Di sinilah kesejahteraan seorang guru perlu dipertimbangkan. Karena guru
merupakan generasi pencetak bangsa.
Guru hanya menyampaikan apa yang ia ketahui tanpa mendapatkan
feedback dari anak didiknya. Sehingga siswa cenderung menelan begitu saja
informasi yang diterimanya. Apakah ini merupakan suatu pembelajaran yang
efektif ? Tentu saja tidak, karena siswa hanya sebagai penerima informasi,
bukan sebagai anak didik yang bisa mengembangkan ilmunya lebih luas lagi.
Metode ceramah memang sangat baik diterapkan guna memberikan contoh dan
informasi yang akan disampaikan kepada siswa. Namun, metode ceramah ini
sebaiknya dilakukan pada saat yang tepat. Misalnya, pada saat diskusi, jika
ada siswa yang kurang mengerti maka siswa tersebut meminta penjelasan lebih
lanjut pada guru yang bersangkutan. Inilah saatnya guru memberikan ceramah
secara lengkap dan jelas mengenai mata pelajaran yang tidak dimengerti.
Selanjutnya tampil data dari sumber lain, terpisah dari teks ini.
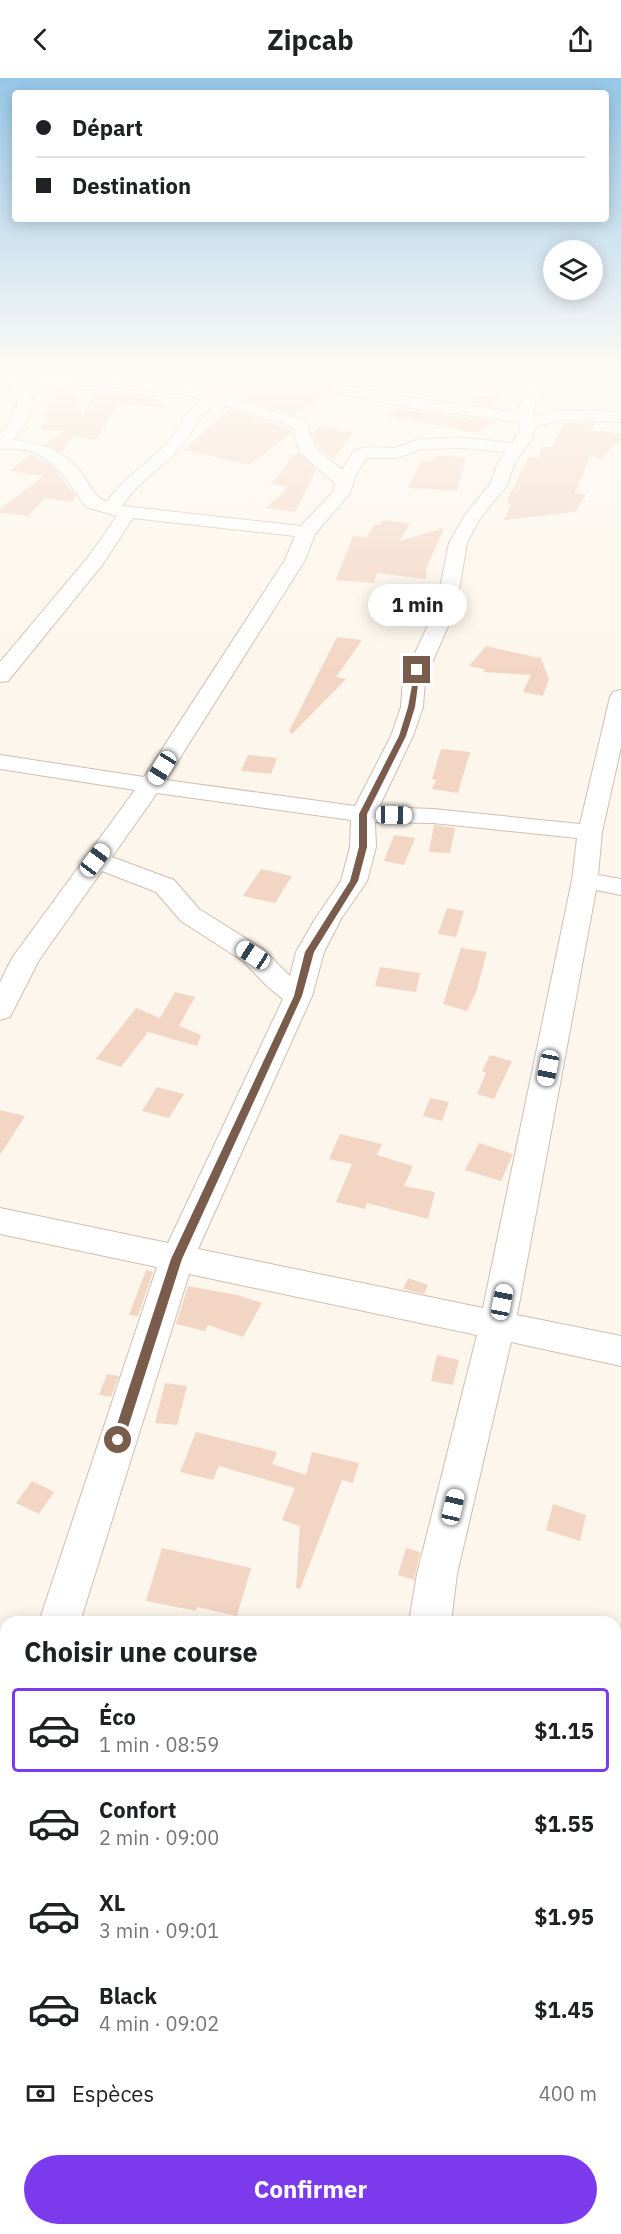 <!DOCTYPE html>
<html lang="fr">
<meta charset="utf-8">
<style>
:root{--surface:#fff;--page:#f2f2f2;--text:#202124;--muted:#757577;--line:#e0e0e0;--accent:#7c3aed}
body{margin:0;font-family:"IBM Plex Sans",sans-serif;background:var(--page);color:var(--text);height:100vh;display:flex;flex-direction:column;font-size:22px;white-space:nowrap}
*{box-sizing:border-box;margin:0}
p{font-size:20px;color:var(--muted)}
.icon{flex:none;width:33px;height:33px;fill:none;stroke:currentColor;stroke-width:2;stroke-linecap:round;stroke-linejoin:round}
.map{position:relative;flex:1;overflow:hidden}
.details{position:absolute;left:0px;top:1538px;width:621px;height:620px;display:flex;flex-direction:column;background:var(--surface);border-radius:18px 18px 0 0;box-shadow:0 3px 15px #0003}
.details>*{flex:none}
.banner{position:absolute;left:12px;top:12px;width:597px;height:132px;border-radius:6px;box-shadow:0 3px 15px #0003;display:grid;align-content:center;height:132px;padding:0 24px;background:var(--surface)}
.fabs{position:absolute;left:543px;top:162px;display:grid;gap:12px}
.fabs a{display:grid;place-items:center;width:60px;height:60px;border-radius:50%;background:var(--surface);box-shadow:0 3px 15px #0003;font-size:30px}
.end{position:absolute;width:27px;height:27px;margin:-14px;border:8px solid #7a5c4d;background:#fff;box-shadow:0 0 0 3px #fff}
.from{border-radius:50%}
.bubble{position:absolute;height:42px;border-radius:21px;background:var(--surface);box-shadow:0 3px 15px #0003;font-size:20px;font-weight:700;line-height:42px;text-align:center}
.car{position:absolute;width:18px;height:36px;margin:-18px -9px;border-radius:8px;box-shadow:0 0 4px 2px #0007;background:linear-gradient(#fff 24%,#345 0 40%,#fff 0 76%,#345 0 86%,#fff 0)}
.banner b{display:flex;align-items:center;gap:21px;height:57px;font-size:22px}
.banner b+b{border-top:2px solid var(--line)}
.banner i{width:15px;height:15px;background:var(--text)}
ul{padding:0;list-style:none}
li{display:flex;align-items:center;gap:18px;height:84px;margin:0 12px 9px;padding:0 12px;border:3px solid transparent;border-radius:6px}
li div{flex:1}
li b{display:block;font-size:22px}
li em{font-style:normal;font-weight:700}
li.active{border-color:var(--accent)}
li>.icon{width:54px;height:54px;stroke-width:1.5}
h2{padding:0 24px;font-size:27px;line-height:72px}
.pay{display:flex;align-items:center;gap:15px;height:66px;padding:0 24px;font-size:22px}
.pay p{margin-inline-start:auto}
.button{display:flex;gap:12px;margin-top:auto;padding:12px 24px}
.button a{flex:1;height:69px;border-radius:36px;background:var(--accent);color:#fff;font-size:24px;font-weight:700;line-height:69px;text-align:center}
header{display:flex;justify-content:space-between;align-items:center;height:78px;padding:0 24px;background:var(--surface);font-size:27px;font-weight:700}
.map>svg:first-child{display:block}
</style>
<header><svg class="icon" aria-label="back" viewBox="0 0 24 24"><path d="M15 5l-7 7 7 7"/></svg>Zipcab<svg class="icon" aria-label="share" viewBox="0 0 24 24"><path d="M12 15V3M7 8l5-5 5 5M5 13v7h14v-7"/></svg></header>
<div class="map">
<svg width="621" height="2156" viewBox="0 0 621 2156">
<rect width="100%" height="100%" fill="#fdf6ec"/>
<path fill="#f3d5c3" d="M103,293H145L142,298L152,299L150,301L102,296Z
M193,293L243,299L248,293H277L338,309L293,337L241,321L245,317L191,305Z
M72,309L83,339L96,310L150,316L163,330L118,326L96,362L74,358L75,354L62,374L45,366L64,353L39,352L48,339L42,338L60,310Z
M473,317L498,319L495,329L471,326Z
M399,330L412,332L496,343L478,355L385,338Z
M229,331L291,351L292,355L249,387L184,372Z
M565,344L597,345L591,352L621,356V360L601,381L590,378L575,415L586,417L575,434L504,442L511,426L506,425L529,379L538,380L543,368L551,369Z
M321,347L353,355L333,382L321,372L314,359L313,356Z
M298,373L316,392L295,434L266,430L288,409L271,406Z
M31,376L51,387L76,418L70,424L45,420L28,438L0,435V431L43,398L9,393Z
M439,377L466,380L457,413L408,410L422,383L430,384Z
M383,442L410,446L399,463L444,450L426,491V501L377,495L374,505L336,502L353,458L366,460L375,446L380,447Z
M337,559L362,562L336,599L346,601L292,656L289,653Z
M486,568L539,580L540,578L549,601L543,618L523,614L531,597L484,594V591L469,588Z
M441,671L470,674L458,715L432,711L436,702L432,701Z
M248,677L277,680L271,696L241,693Z
M434,747L455,750L450,775L429,774Z
M394,757L415,760L404,787L384,783Z
M261,791L292,798L275,825L243,818Z
M447,830L464,833L456,859L438,856Z
M461,870L487,874L476,914L467,933L443,926Z
M380,889L420,895L416,914L375,908Z
M175,914L195,919L179,948L201,957L197,968L148,954L121,989L96,981L136,930L160,940Z
M490,977L512,983L494,1021L477,1016L486,995L482,993Z
M157,1009L184,1016L169,1040L142,1033Z
M430,1020L449,1024L442,1043L423,1038Z
M0,1032L25,1038L0,1077Z
M340,1056L382,1066L377,1077L413,1088L404,1108L435,1114L428,1141L367,1125L365,1131L336,1124L352,1086L329,1081Z
M479,1065L513,1076L501,1103L465,1092Z
M146,1192L153,1194L138,1238L129,1237Z
M408,1200L428,1207L424,1216L403,1211Z
M188,1208L237,1217L262,1225L243,1259L208,1247L205,1253L176,1246Z
M437,1277L459,1282L453,1307L431,1303Z
M107,1296L119,1298L111,1319L99,1317Z
M165,1305L187,1308L177,1347L155,1345Z
M196,1354L277,1374L272,1386L306,1397L312,1374L359,1385L353,1405L342,1402L300,1511L296,1510L300,1448L282,1442L295,1410L219,1388L213,1402L180,1394Z
M32,1403L54,1414L39,1436L16,1425Z
M553,1426L586,1437L580,1463L546,1452Z
M162,1470L251,1490L237,1538L197,1529L196,1533L146,1523Z
M406,1470L420,1474L414,1502L398,1497Z"/>
<g fill="none" stroke-linecap="round" stroke-linejoin="round">
<defs>
<path id="minor" d="M6,293H41L190,307L305,343C310,350 310,358 314,365C320,378 332,382 342,392L354,373L365,369L395,370L420,361L463,360L513,365L520,349L519,344L412,330L342,316L340,313L342,310L348,308L412,320L517,334L528,310L546,293H562C552,307 531,319 534,339L564,332L621,334V344L564,342L536,348L530,364L515,384L507,407L479,442L467,465L456,530L425,601L423,629L413,658L379,729L433,731L580,746L610,619L613,614L621,612V669L602,754L598,797L621,801V817L596,812L517,1237L621,1258V1288L511,1264L457,1496L451,1544H409L417,1496L477,1257L189,1196L80,1544H39L157,1189L0,1156V1130L168,1165L283,921L268,909L243,883L181,843L156,814L102,793L39,882L10,939L0,942V904L12,880L135,712L0,691V677L144,699L285,482L295,458L133,440L103,486L8,603L0,604V584L89,478L117,438L86,429C63,396 47,366 0,371V356L7,349L18,325ZM24,301L188,317L201,321C187,333 179,350 167,365C148,386 123,400 107,424C94,420 89,404 80,393C63,371 40,365 13,362L22,351L34,325ZM216,325L293,349C295,355 295,363 298,368C306,385 323,392 335,406L333,414L301,448L123,428C135,405 160,392 177,373C191,358 198,337 216,325ZM463,370L506,374L498,384L490,406L465,437L449,465L436,530L403,601L401,629L391,658L355,728L166,702L305,482L315,456L350,415L355,399L366,380H397L422,371ZM157,715L351,742L350,769L341,803L315,841L296,874L290,898L263,871L199,831L174,802L112,779ZM375,744L433,745L577,760L572,802L483,1230L198,1171L312,918L324,874L341,841L367,803L376,769Z
M6,1687V1748L0,1751V1689Z
M0,1854L6,1855V1903L0,1902Z
M6,2041V2115L0,2117V2043Z
M615,2047L621,2049V2101L615,2099Z
M345,2151H399V2156H345Z"/>
</defs>
<use href="#minor" stroke="#d1beb0" stroke-width="2"/>
<use href="#minor" fill="#fff" fill-rule="evenodd"/>
</g>
<linearGradient id="sky" x2="0" y2="1"><stop stop-color="#97c7e8"/><stop offset="0.49" stop-color="#fefbf6"/><stop offset="1" stop-color="#fefbf6" stop-opacity="0"/></linearGradient>
<rect width="621" height="595" fill="url(#sky)"/>
<path fill="#7a5c4d" d="M415,591L420,592L415,629L406,658L367,736V769L358,803L314,874L302,918L182,1181L124,1362L118,1367L114,1366L112,1362L171,1181L294,918L305,874L350,803L359,769V736L399,658L408,629Z"/>
</svg>
<div class="fabs">
<a><svg class="icon" aria-label="layers" viewBox="0 0 24 24"><path d="M12 4l9 5-9 5-9-5zM3 14l9 5 9-5"/></svg></a>
</div>
<i class="end from" style="left:118px;top:1362px"></i>
<i class="end" style="left:417px;top:592px"></i>
<div class="bubble" style="left:368px;top:506px;width:99px">1 min</div>
<i class="car" style="left:162px;top:690px;rotate:212deg"></i>
<i class="car" style="left:394px;top:737px;rotate:91deg"></i>
<i class="car" style="left:95px;top:782px;rotate:37deg"></i>
<i class="car" style="left:253px;top:877px;rotate:303deg"></i>
<i class="car" style="left:548px;top:990px;rotate:191deg"></i>
<i class="car" style="left:502px;top:1224px;rotate:11deg"></i>
<i class="car" style="left:453px;top:1429px;rotate:13deg"></i>
<div class="banner">
<b><i class="from"></i>Départ</b>
<b><i></i>Destination</b>
</div>
<section class="details">
<h2>Choisir une course</h2>
<ul>
<li class="active"><svg class="icon" aria-label="car" viewBox="0 0 24 24"><path d="M5 17H2v-5l4-1 3-4h7l3 4 3 1v5h-3M9 17h6M6 11h13"/><circle cx="7" cy="17" r="2"/><circle cx="17" cy="17" r="2"/></svg><div><b>Éco</b><p>1 min · 08:59</p></div><em>$1.15</em></li>
<li><svg class="icon" aria-label="car" viewBox="0 0 24 24"><path d="M5 17H2v-5l4-1 3-4h7l3 4 3 1v5h-3M9 17h6M6 11h13"/><circle cx="7" cy="17" r="2"/><circle cx="17" cy="17" r="2"/></svg><div><b>Confort</b><p>2 min · 09:00</p></div><em>$1.55</em></li>
<li><svg class="icon" aria-label="car" viewBox="0 0 24 24"><path d="M5 17H2v-5l4-1 3-4h7l3 4 3 1v5h-3M9 17h6M6 11h13"/><circle cx="7" cy="17" r="2"/><circle cx="17" cy="17" r="2"/></svg><div><b>XL</b><p>3 min · 09:01</p></div><em>$1.95</em></li>
<li><svg class="icon" aria-label="car" viewBox="0 0 24 24"><path d="M5 17H2v-5l4-1 3-4h7l3 4 3 1v5h-3M9 17h6M6 11h13"/><circle cx="7" cy="17" r="2"/><circle cx="17" cy="17" r="2"/></svg><div><b>Black</b><p>4 min · 09:02</p></div><em>$1.45</em></li>
</ul>
<div class="pay"><svg class="icon" aria-label="cash" viewBox="0 0 24 24"><path d="M3 7h18v10H3z"/><circle cx="12" cy="12" r="2"/></svg>Espèces<p>400 m</p></div>
<div class="button"><a>Confirmer</a></div>
</section>
</div>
3. Kurangnya sarana belajar
Fasilitas turut menunjang di dalam proses kegiatan Belajar Mengajar. Jika
tekad belajar sudah bulat namun tidak didukung oleh fasilitas, tentu akan
sia-sia jadinya. Bisa di lihat, dari sarana dan prasarana yang kurang
terjadi di sekolah-sekolah terpencil. Berbeda halnya yang terjadi di
kota-kota besar. Dengan fasilitas yang cukup lengkap dan memadai, mereka
bisa mengenyam pendidikan dengan baik.
Kesadaran pemerintah dalam meningkatkan fasilitas sarana belajar perlu
dipertanyakan. Setiap sekolah berhak mendapatkan fasilitas yang lebih baik
tentunya, begitu juga dengan siswa. Setiap siswa juga berhak mendapatkan
fasilitas yang memadai guna menunjang proses pembelajarannya.
Sekolah-sekolah di daerah terpencil juga sangat membutuhkan sarana belajar
yang memadai juga. Segala aspek keterbatasan yang ada di dalamnya, perlu
menjadi perhatian kita semua untuk membangun dan mengembangkan sarana yang
lebih baik.
Jika sarana belajar terbatas, maka kegiatan belajar mengajar juga akan akan
terbatas. Sebagai contoh: Suatu sekolah di daerah yang membutuhkan
perpustakaan, sebagai sarana penunjang belajar tidak terpenuhi. Maka bisa
dipastikan kegiatan belajarnya juga akan sangat terbatas. Karena kurangnya
sumber referensi yang bisa dijadikan rujukan dalam proses belajar.
Lain halnya dengan fasilitas sekolah-sekolah yang ada di kota. Segalanya
tersedia di sana. Bukan hanya sekedar perpustakaan, di kota-kota besar
sekolahnya telah dilengkapi dengan perpustakaan digital yang super canggih.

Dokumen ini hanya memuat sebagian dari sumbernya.